Task details:
Look below for the line that has "768,190 766,199 713,198". Set down the lines from there through the line that has "1025,714 1001,664 1001,652", exactly as written.

Recorded data:

:::

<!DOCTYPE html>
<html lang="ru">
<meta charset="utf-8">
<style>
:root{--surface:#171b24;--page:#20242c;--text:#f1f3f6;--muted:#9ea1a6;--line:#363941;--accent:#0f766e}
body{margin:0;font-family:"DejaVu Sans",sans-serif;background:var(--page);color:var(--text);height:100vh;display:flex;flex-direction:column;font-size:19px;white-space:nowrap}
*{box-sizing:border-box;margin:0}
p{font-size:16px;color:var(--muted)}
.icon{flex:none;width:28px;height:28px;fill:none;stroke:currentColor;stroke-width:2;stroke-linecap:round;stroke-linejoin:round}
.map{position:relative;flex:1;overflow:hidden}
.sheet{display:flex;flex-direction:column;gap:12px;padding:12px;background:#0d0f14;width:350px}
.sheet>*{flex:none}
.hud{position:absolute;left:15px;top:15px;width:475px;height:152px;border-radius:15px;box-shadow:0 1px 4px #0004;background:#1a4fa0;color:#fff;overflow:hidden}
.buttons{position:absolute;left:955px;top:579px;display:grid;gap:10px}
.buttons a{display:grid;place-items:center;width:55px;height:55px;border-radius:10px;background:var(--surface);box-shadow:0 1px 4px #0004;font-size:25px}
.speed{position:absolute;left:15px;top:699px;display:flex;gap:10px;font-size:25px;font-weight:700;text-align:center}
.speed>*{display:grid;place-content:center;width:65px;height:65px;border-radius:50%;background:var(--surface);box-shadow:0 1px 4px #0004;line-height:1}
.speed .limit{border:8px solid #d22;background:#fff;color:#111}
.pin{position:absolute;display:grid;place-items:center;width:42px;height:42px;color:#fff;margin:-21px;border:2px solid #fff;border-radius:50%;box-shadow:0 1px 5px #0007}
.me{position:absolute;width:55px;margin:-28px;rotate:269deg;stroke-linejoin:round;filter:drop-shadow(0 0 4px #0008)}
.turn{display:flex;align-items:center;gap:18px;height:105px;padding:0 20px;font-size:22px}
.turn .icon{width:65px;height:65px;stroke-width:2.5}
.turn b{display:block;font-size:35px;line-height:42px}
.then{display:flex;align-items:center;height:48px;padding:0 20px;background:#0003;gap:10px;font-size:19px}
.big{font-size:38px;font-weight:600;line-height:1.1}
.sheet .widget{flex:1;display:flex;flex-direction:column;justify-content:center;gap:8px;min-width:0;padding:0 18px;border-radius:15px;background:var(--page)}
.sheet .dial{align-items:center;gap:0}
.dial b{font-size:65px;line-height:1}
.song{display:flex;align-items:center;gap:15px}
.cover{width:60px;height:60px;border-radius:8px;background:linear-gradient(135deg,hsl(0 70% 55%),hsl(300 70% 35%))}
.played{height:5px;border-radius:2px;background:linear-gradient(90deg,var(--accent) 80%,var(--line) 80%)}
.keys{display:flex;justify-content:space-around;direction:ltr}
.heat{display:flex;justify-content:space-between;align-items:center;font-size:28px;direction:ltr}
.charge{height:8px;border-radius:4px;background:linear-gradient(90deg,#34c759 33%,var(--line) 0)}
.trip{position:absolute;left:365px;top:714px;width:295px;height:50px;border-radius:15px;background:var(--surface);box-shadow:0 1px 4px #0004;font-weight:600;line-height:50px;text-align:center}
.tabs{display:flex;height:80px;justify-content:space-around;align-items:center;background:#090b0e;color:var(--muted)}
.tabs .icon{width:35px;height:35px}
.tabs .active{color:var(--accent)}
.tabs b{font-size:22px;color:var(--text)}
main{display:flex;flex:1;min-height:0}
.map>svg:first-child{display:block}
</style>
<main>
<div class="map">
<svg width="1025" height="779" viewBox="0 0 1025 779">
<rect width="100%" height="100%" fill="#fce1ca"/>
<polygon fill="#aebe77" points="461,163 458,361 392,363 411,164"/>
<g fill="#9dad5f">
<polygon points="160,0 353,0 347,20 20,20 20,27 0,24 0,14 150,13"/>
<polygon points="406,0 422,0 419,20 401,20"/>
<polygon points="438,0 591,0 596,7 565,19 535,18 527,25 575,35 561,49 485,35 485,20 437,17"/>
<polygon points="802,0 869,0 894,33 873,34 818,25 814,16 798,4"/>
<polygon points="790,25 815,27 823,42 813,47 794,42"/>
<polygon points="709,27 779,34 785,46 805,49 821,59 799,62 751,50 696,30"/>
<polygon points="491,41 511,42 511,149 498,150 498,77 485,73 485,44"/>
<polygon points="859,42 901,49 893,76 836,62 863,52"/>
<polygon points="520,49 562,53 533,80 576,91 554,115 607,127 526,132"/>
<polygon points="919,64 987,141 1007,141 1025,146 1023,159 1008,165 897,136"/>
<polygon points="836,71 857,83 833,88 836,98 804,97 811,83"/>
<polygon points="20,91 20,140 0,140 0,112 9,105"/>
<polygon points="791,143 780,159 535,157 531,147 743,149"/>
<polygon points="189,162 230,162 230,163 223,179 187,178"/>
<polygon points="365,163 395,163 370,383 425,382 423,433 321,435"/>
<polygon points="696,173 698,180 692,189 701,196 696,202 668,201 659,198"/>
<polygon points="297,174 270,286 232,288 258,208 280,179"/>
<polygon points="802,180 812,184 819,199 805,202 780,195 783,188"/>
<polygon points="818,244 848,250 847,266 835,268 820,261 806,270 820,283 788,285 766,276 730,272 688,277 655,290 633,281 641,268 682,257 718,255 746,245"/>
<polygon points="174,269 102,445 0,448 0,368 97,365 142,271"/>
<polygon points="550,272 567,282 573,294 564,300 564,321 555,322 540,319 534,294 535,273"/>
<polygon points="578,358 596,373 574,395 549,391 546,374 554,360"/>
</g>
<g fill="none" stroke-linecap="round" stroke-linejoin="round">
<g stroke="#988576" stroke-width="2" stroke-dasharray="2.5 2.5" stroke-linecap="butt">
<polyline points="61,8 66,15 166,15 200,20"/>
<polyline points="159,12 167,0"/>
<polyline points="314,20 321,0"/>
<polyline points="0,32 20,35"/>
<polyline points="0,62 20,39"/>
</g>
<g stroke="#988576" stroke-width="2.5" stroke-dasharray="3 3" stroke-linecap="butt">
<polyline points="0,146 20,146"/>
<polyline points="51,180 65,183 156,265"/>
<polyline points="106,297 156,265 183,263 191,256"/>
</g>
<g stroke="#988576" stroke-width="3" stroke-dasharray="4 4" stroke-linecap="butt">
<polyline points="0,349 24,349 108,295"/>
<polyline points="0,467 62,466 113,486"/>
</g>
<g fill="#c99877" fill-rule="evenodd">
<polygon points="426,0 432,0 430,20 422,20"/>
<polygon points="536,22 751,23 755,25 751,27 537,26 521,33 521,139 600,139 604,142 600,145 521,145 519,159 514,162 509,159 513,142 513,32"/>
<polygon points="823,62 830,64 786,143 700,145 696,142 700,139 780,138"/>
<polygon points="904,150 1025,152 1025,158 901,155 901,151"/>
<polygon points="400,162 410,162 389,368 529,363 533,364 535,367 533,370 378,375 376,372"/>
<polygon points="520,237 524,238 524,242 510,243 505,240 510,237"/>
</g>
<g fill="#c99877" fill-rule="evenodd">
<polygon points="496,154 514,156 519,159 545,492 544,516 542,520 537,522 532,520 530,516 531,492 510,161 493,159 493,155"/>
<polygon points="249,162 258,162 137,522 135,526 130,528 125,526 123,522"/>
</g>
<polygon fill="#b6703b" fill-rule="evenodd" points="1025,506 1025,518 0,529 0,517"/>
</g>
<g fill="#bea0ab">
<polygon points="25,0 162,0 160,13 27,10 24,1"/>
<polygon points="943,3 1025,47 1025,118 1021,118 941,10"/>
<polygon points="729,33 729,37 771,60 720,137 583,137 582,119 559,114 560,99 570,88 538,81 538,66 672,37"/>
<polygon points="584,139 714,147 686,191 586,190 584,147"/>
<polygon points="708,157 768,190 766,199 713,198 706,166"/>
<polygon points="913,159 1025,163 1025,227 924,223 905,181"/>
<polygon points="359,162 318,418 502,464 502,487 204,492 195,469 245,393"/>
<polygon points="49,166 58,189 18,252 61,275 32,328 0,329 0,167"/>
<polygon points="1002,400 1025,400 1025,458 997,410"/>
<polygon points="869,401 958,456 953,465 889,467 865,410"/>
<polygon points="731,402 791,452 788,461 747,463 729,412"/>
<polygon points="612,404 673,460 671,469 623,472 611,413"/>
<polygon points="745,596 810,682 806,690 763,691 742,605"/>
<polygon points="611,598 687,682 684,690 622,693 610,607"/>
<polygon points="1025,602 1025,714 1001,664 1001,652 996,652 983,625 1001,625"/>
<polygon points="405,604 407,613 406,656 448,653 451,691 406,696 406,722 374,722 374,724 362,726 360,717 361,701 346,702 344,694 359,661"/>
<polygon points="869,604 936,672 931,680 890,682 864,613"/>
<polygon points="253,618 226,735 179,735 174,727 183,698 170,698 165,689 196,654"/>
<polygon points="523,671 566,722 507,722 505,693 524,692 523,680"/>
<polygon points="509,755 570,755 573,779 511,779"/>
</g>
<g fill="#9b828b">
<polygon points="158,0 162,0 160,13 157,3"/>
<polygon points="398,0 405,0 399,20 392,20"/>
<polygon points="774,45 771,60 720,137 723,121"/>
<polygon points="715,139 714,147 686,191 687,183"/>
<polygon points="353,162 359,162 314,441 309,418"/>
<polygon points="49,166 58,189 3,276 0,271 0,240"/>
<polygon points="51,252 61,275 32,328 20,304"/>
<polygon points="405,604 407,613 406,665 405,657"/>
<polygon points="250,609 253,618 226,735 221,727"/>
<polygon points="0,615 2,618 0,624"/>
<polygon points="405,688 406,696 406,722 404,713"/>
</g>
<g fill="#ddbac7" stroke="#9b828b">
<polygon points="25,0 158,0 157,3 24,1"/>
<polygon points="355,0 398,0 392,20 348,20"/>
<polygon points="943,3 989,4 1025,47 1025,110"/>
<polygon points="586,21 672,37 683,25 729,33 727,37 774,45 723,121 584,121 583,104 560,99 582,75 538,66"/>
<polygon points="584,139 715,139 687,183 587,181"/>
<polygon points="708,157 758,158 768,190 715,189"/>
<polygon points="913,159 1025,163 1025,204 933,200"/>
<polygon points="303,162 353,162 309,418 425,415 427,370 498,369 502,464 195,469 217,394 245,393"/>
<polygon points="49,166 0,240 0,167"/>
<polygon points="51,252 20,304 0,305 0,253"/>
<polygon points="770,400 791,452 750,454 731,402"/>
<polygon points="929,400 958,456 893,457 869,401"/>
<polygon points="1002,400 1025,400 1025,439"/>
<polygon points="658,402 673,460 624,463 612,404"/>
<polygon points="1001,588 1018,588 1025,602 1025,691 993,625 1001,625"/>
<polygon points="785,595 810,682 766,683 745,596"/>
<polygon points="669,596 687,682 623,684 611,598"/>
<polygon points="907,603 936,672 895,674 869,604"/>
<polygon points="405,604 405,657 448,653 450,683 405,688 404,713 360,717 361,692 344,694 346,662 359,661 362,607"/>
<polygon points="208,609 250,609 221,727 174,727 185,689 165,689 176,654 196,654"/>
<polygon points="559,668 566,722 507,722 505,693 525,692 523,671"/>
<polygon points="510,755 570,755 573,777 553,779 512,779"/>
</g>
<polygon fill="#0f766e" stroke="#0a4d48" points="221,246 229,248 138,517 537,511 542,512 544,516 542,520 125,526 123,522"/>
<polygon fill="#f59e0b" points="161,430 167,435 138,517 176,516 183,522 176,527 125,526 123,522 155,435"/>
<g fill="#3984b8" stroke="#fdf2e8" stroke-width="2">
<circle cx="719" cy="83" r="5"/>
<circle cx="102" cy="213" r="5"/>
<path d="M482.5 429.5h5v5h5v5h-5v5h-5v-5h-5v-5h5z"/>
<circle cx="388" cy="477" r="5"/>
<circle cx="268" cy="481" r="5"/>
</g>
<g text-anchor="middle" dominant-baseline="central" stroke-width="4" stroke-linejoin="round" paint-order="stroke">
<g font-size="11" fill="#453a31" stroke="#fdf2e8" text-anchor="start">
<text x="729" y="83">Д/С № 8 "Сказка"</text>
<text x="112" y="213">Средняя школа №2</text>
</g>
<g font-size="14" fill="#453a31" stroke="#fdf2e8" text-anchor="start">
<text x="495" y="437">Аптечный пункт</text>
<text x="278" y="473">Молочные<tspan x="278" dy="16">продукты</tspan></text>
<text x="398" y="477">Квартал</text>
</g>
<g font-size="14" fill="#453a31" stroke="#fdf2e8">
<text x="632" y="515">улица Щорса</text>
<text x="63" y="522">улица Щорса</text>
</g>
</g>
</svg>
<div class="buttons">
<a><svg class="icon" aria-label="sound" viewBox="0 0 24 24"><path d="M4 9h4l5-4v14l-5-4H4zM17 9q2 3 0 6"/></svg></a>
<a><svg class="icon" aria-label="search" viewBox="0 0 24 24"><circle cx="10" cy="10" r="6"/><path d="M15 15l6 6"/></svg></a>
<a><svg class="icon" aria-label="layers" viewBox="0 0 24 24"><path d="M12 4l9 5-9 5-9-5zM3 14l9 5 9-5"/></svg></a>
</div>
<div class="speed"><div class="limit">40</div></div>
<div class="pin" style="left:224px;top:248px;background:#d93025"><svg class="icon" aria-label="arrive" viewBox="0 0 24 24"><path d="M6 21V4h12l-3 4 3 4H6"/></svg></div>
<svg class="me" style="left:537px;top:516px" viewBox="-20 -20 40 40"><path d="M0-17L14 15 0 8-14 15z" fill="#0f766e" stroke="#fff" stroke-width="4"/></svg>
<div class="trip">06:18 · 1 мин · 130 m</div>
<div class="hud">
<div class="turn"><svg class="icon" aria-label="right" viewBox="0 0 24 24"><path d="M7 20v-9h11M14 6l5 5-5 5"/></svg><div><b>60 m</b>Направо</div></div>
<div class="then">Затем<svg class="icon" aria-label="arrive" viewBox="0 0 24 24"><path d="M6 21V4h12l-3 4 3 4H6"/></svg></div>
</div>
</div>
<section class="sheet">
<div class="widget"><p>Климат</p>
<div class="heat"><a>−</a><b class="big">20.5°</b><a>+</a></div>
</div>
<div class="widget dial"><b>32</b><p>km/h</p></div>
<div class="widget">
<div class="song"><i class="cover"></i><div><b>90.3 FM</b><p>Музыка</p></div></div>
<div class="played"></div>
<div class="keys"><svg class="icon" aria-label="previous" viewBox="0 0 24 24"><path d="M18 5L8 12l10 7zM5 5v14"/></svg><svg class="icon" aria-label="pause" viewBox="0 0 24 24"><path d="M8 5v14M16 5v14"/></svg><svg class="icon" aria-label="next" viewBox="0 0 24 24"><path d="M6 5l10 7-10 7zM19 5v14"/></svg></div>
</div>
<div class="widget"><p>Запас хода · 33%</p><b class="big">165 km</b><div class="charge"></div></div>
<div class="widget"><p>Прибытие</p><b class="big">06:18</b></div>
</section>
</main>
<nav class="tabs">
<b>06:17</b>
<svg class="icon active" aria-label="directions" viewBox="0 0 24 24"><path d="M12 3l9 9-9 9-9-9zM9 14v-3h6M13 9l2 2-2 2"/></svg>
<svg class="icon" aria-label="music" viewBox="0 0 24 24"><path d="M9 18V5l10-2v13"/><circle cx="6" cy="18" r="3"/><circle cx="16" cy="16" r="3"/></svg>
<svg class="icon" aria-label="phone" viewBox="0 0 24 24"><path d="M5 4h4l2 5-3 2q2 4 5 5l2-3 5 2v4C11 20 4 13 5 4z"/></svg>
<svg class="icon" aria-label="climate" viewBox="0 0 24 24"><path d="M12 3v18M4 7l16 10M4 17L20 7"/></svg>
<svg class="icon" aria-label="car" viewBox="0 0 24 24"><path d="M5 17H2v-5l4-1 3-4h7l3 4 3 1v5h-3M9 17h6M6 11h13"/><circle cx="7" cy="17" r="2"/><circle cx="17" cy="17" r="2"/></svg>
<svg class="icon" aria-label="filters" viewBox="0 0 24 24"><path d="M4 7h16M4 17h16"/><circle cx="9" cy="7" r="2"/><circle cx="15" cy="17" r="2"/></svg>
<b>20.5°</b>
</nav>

:::

Exercise response:
<polygon points="708,157 768,190 766,199 713,198 706,166"/>
<polygon points="913,159 1025,163 1025,227 924,223 905,181"/>
<polygon points="359,162 318,418 502,464 502,487 204,492 195,469 245,393"/>
<polygon points="49,166 58,189 18,252 61,275 32,328 0,329 0,167"/>
<polygon points="1002,400 1025,400 1025,458 997,410"/>
<polygon points="869,401 958,456 953,465 889,467 865,410"/>
<polygon points="731,402 791,452 788,461 747,463 729,412"/>
<polygon points="612,404 673,460 671,469 623,472 611,413"/>
<polygon points="745,596 810,682 806,690 763,691 742,605"/>
<polygon points="611,598 687,682 684,690 622,693 610,607"/>
<polygon points="1025,602 1025,714 1001,664 1001,652 996,652 983,625 1001,625"/>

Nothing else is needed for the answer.